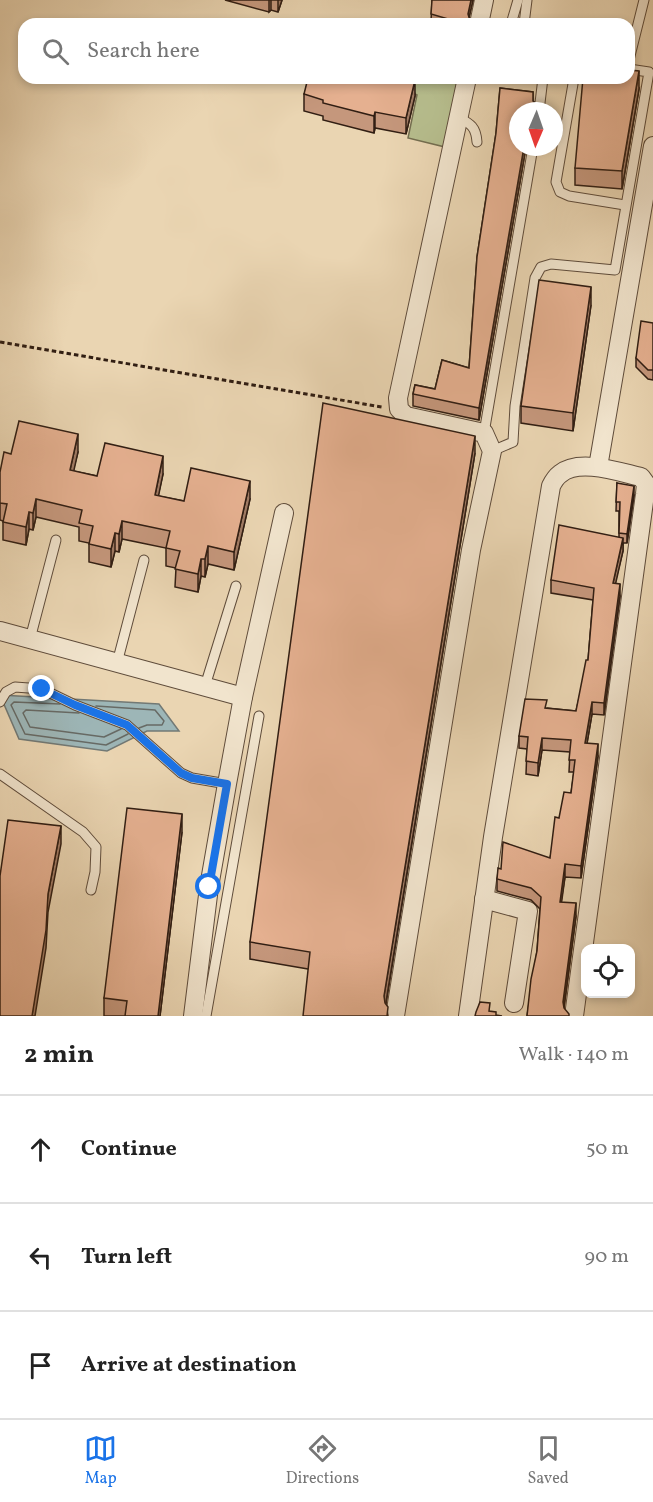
<!DOCTYPE html>
<html lang="en">
<head>
<meta charset="utf-8">
<style>
	body { margin:0; font-family:Vollkorn,serif; background:#f6f6f6; color:#222 }
	.controls { position:absolute; right:18px; bottom:18px; display:grid; overflow:hidden; border-radius:12px; box-shadow:0 3px 9px #0003 }
	.controls button { width:54px; height:54px; display:grid; place-items:center; padding:0; border:0; border-bottom:2px solid #e0e0e0; background:#fff; color:#222; font:30px sans-serif }
	.compass { position:absolute; left:509px; top:102px; width:54px; height:54px; border-radius:50%; background:#fff; box-shadow:0 3px 9px #0003; rotate:182deg }
	.stop { position:absolute; width:18px; height:18px; margin:-14px; border:4px solid #1a73e8; border-radius:50%; background:#fff }
	.stop.end { background:#1a73e8; border-color:#fff; box-shadow:0 2px 6px #0008 }
	.list { margin:0; padding:0; list-style:none }
	h2 { display:flex; justify-content:space-between; align-items:center; height:78px; margin:0; padding:0 24px; font-size:26px }
	h2 small { font-size:20px; font-weight:400; color:#767676 }
	.list li { display:grid; grid-template-columns:39px 1fr auto; gap:18px; align-items:center; box-sizing:border-box; height:108px; padding:0 24px; border-top:2px solid #e0e0e0 }
	.list b { display:block; font-size:22px; white-space:nowrap }
	.list em { font-size:20px; font-style:normal; color:#767676 }
	.icon { flex:none; width:33px; height:33px; fill:none; stroke:currentColor; stroke-width:2; stroke-linecap:round; stroke-linejoin:round }
	.map { position:relative; flex:none; width:653px; height:1016px; overflow:hidden }
	.search { position:absolute; background:#fff; box-shadow:0 3px 9px #0003; left:18px; right:18px; top:18px; height:66px; display:flex; align-items:center; gap:15px; box-sizing:border-box; padding:0 21px; border-radius:18px; color:#767676; font-size:22px }
	.sheet { height:402px; background:#fff }
	nav { display:flex; justify-content:space-around; align-items:center; box-sizing:border-box; height:84px; border-top:2px solid #e0e0e0; background:#fff; font-size:16px; color:#767676 }
	nav a { display:grid; justify-items:center; gap:3px }
	nav .on { color:#1a73e8 }
	.map>svg:first-child { display:block }
	.green { fill:#b6bd8d; stroke:#746e50; stroke-width:1.5 }
	.water { fill:#9db6b7; stroke:#727975; stroke-width:1.5 }
	.lines { fill:none; stroke-linecap:round; stroke-linejoin:round }
	.shore { stroke:#676a65; stroke-width:1.5 }
	.service-casing { stroke:#5f4c3b; stroke-width:11 }
	.minor-casing { stroke:#5f4c3b; stroke-width:20 }
	.path { stroke:#311e13; stroke-width:3; stroke-dasharray:4.5 3; stroke-linecap:butt }
	.service { stroke:#f1e4cd; stroke-width:9 }
	.minor { stroke:#f1e4cd; stroke-width:18 }
	.wall { fill:#c5977c; stroke:#311e13; stroke-width:1.5 }
	.shaded-wall { fill:#a07b65; stroke:#311e13; stroke-width:1.5 }
	.building { fill:#e5b090; stroke:#311e13; stroke-width:1.5 }
	.route { stroke:#1a73e8; stroke-width:8 }
</style>
</head>
<body>
<div class="map">
<svg width="653" height="1016" viewBox="0 0 653 1016">
	<rect width="100%" height="100%" fill="#ead5b2"/>
	<filter id="stains"><feTurbulence type="fractalNoise" baseFrequency=".00333" numOctaves="4"/><feColorMatrix values="0 0 0 0 .2 0 0 0 0 .09 0 0 0 0 .02 0 0 0 .5 -.17"/></filter>
	<radialGradient id="worn" r=".72"><stop offset=".6" stop-color="#630" stop-opacity="0"/><stop offset="1" stop-color="#630" stop-opacity=".3"/></radialGradient>
	<polygon class="green" points="414,78 460,78 445,147 408,138 417,95 413,93"/>
	<polygon class="water" points="0,695 159,704 179,731 147,731 107,751 19,739"/>
	<g class="lines">
		<g class="shore">
			<polyline points="60,704 14,702 11,705 25,734 106,745 128,734"/>
			<polyline points="96,706 155,710 164,721 162,725 147,725 139,728"/>
			<polyline points="79,713 26,710 23,713 30,727 104,737 121,729"/>
		</g>
		<g class="service-casing">
			<g id="service">
				<polyline points="511,24 518,0"/>
				<polyline points="524,24 527,0"/>
				<polyline points="629,60 644,0"/>
				<polyline points="574,78 556,182 560,192 569,196 625,205"/>
				<polyline points="539,111 543,78"/>
				<path d="M 458,117 C 471,124 476,127 477,142"/>
				<polyline points="484,433 533,147"/>
				<polyline points="492,451 513,442 515,406 535,278 541,267 551,264 615,270 649,72 629,69"/>
				<polyline points="30,639 56,540"/>
				<polyline points="117,663 144,560"/>
				<polyline points="205,686 236,586"/>
				<polyline points="0,702 6,692 15,687 42,689 75,705 127,725 181,773 192,778 227,784"/>
				<polyline points="0,774 83,832 96,847 95,872 91,890"/>
				<polyline points="206,1016 259,716"/>
			</g>
		</g>
		<g class="minor-casing">
			<g id="minor">
				<polyline points="479,24 484,0"/>
				<polyline points="598,467 653,146"/>
				<polyline points="0,631 243,697"/>
				<polyline points="484,899 528,911 514,1003"/>
				<polyline points="193,1016 209,887 227,784 243,697 284,513"/>
				<polyline points="395,1016 471,550 492,451 484,433 406,416 399,409 398,398 467,78"/>
				<path d="M 468,1016 L 493,837 L 551,486 C 553,482 556,477 560,474 C 579,458 619,472 641,477 L 646,484 L 645,494 L 574,1016"/>
			</g>
		</g>
		<polyline class="path" points="0,342 382,407"/>
		<use href="#service" class="service"/>
		<use href="#minor" class="minor"/>
	</g>
	<g class="wall">
		<polygon points="225,0 282,0 278,12 271,10 269,12"/>
		<polygon points="432,0 473,0 469,17 471,24 436,24 431,22"/>
		<polygon points="412,78 415,96 406,134 375,128 374,133 323,120 323,116 304,111 304,94"/>
		<polygon points="500,88 533,92 533,101 536,104 536,111 518,111 518,147 526,147 479,420 413,406 413,394 415,385 435,389 442,360 469,368 477,257 496,133"/>
		<polygon points="639,89 622,189 575,185 575,168"/>
		<polygon points="591,305 573,431 521,423 521,406"/>
		<polygon points="653,323 653,380 648,379 636,367 636,358"/>
		<polygon points="78,452 73,471 97,476 163,474 158,496 184,501 250,499 234,570 208,564 205,577 201,576 198,592 175,587 176,568 166,566 166,548 122,539 119,552 115,551 111,567 89,562 89,543 79,541 79,527 36,517 33,530 29,529 26,545 3,540 3,521 0,520 0,472 11,454"/>
		<polygon points="475,453 386,1004 388,1016 308,969 250,959 250,942"/>
		<polygon points="617,483 634,495 627,543 623,543 623,551 615,583 620,596 604,715 592,714 587,743 598,756 581,878 565,877 561,902 576,916 564,1008 527,1016 537,951 540,909 531,900 497,891 497,879 501,869 550,858 559,818 571,793 574,772 569,772 570,752 542,750 538,776 526,774 527,749 519,748 519,736 547,708 576,711 588,660 593,600 551,593 551,580 619,538 619,511 616,511"/>
		<polygon points="182,832 160,1016 104,1016 104,998"/>
	</g>
	<g class="shaded-wall">
		<polygon points="269,0 271,0 271,10 269,12"/>
		<polygon points="278,0 282,0 278,12"/>
		<polygon points="471,0 473,0 468,22 468,14"/>
		<polygon points="639,71 639,89 622,189 622,171"/>
		<polygon points="415,80 415,96 406,134 406,118"/>
		<polygon points="375,112 375,128 374,133 374,116"/>
		<polygon points="524,147 526,147 479,420 479,408"/>
		<polygon points="591,287 591,305 573,431 573,413"/>
		<polygon points="78,434 78,452 70,488 70,470"/>
		<polygon points="475,436 475,453 384,1014 384,996"/>
		<polygon points="163,456 163,474 155,513 155,495"/>
		<polygon points="250,481 250,499 234,570 234,552"/>
		<polygon points="634,486 634,495 627,543 627,534"/>
		<polygon points="36,499 36,517 33,530 33,513"/>
		<polygon points="29,512 29,529 26,545 26,527"/>
		<polygon points="122,521 122,539 119,552 119,534"/>
		<polygon points="115,533 115,551 111,567 111,549"/>
		<polygon points="623,538 623,551 613,595 613,583"/>
		<polygon points="208,546 208,564 205,577 205,559"/>
		<polygon points="201,559 201,576 198,592 198,574"/>
		<polygon points="620,584 620,596 604,715 604,703"/>
		<polygon points="592,702 592,714 585,755 585,743"/>
		<polygon points="542,738 542,750 538,776 538,763"/>
		<polygon points="598,744 598,756 581,878 581,866"/>
		<polygon points="182,814 182,832 160,1016 158,1016"/>
		<polygon points="61,826 61,844 48,912 46,948 35,1016 32,1016 48,894"/>
		<polygon points="565,864 565,877 560,914 560,902"/>
		<polygon points="576,903 576,916 563,1014 563,1002"/>
	</g>
	<g class="building">
		<polygon points="432,0 471,0 468,14 471,24 465,24 431,14"/>
		<polygon points="322,21 336,24 322,24"/>
		<polygon points="629,70 639,71 622,171 575,168 583,78 629,78"/>
		<polygon points="308,78 411,78 415,80 406,118 375,112 374,116 323,103 323,100 304,94"/>
		<polygon points="500,88 533,92 533,101 536,104 534,111 518,111 518,147 524,147 479,408 413,394 415,385 435,389 442,360 469,368 477,257 496,133"/>
		<polygon points="539,280 591,287 573,413 521,406"/>
		<polygon points="641,321 653,323 653,370 648,370 636,358"/>
		<polygon points="323,403 475,436 384,996 385,1003 388,1007 387,1016 303,1016 310,952 250,942"/>
		<polygon points="19,421 78,434 70,470 97,476 105,443 163,456 155,495 184,501 191,468 250,481 234,552 208,546 205,559 201,559 198,574 175,569 180,551 166,548 170,531 122,521 119,534 115,533 111,549 89,544 93,526 79,523 82,510 36,499 33,513 29,512 26,527 3,522 7,504 0,503 0,472 4,452 11,454"/>
		<polygon points="617,483 634,486 627,534 619,533 620,502 616,502"/>
		<polygon points="559,525 623,538 613,583 620,584 604,703 592,702 585,743 598,744 581,866 565,864 560,902 576,903 563,1002 564,1008 569,1014 569,1016 527,1016 531,979 537,951 541,897 531,888 497,879 498,868 501,869 503,842 550,858 555,817 559,818 564,792 571,793 575,760 569,760 571,740 542,738 538,763 526,761 528,737 519,736 525,699 547,700 545,708 576,711 586,660 588,660 594,588 551,580"/>
		<polygon points="127,808 182,814 158,1016 125,1016 127,1001 104,998"/>
		<polygon points="8,820 61,826 48,894 46,930 32,1016 0,1016 0,876"/>
		<polygon points="480,1002 490,1003 489,1011 496,1012 496,1015 502,1016 475,1016 476,1012"/>
	</g>
	<g class="lines">
		<polyline class="route" points="42,689 75,705 127,725 181,773 192,778 227,784 209,887"/>
	</g>
	<rect width="100%" height="100%" filter="url(#stains)"/>
	<rect width="100%" height="100%" fill="url(#worn)"/>
</svg>
<div class="controls">
<button><svg class="icon" aria-label="locate" viewBox="0 0 24 24"><circle cx="12" cy="12" r="6"/><path d="M12 2v4M12 18v4M2 12h4M18 12h4"/></svg></button>
</div>
<svg class="compass" viewBox="-18 -18 36 36"><path d="M0-13l5 13h-10z" fill="#e53935"/><path d="M0 13l5-13h-10z" fill="#767676"/></svg>
<div class="stop" style="left:209px;top:887px"></div>
<div class="stop end" style="left:42px;top:689px"></div>
<div class="search"><svg class="icon" aria-label="search" viewBox="0 0 24 24"><circle cx="10" cy="10" r="6"/><path d="M15 15l6 6"/></svg>Search here</div>
</div>
<section class="sheet">
<h2>2 min<small>Walk · 140 m</small></h2>
<ul class="list">
<li><svg class="icon" aria-label="ahead" viewBox="0 0 24 24"><path d="M12 20V5M6 11l6-6 6 6"/></svg><div><b>Continue</b></div><em>50 m</em></li>
<li><svg class="icon" aria-label="left" viewBox="0 0 24 24"><path d="M17 20v-9H6M10 6l-5 5 5 5"/></svg><div><b>Turn left</b></div><em>90 m</em></li>
<li><svg class="icon" aria-label="arrive" viewBox="0 0 24 24"><path d="M6 21V4h12l-3 4 3 4H6"/></svg><div><b>Arrive at destination</b></div></li>
</ul>
</section>
<nav>
<a class="on"><svg class="icon" aria-label="map" viewBox="0 0 24 24"><path d="M3 6l6-2 6 2 6-2v14l-6 2-6-2-6 2zM9 4v14M15 6v14"/></svg>Map</a>
<a><svg class="icon" aria-label="directions" viewBox="0 0 24 24"><path d="M12 3l9 9-9 9-9-9zM9 14v-3h6M13 9l2 2-2 2"/></svg>Directions</a>
<a><svg class="icon" aria-label="saved" viewBox="0 0 24 24"><path d="M7 4h10v16l-5-4-5 4z"/></svg>Saved</a>
</nav>
</body>
</html>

◆ PROBLEM DETAILS
What is the number of lines above that contain "hidden"? Reply with that number only.

◆ SOLUTION TO THIS PROBLEM
2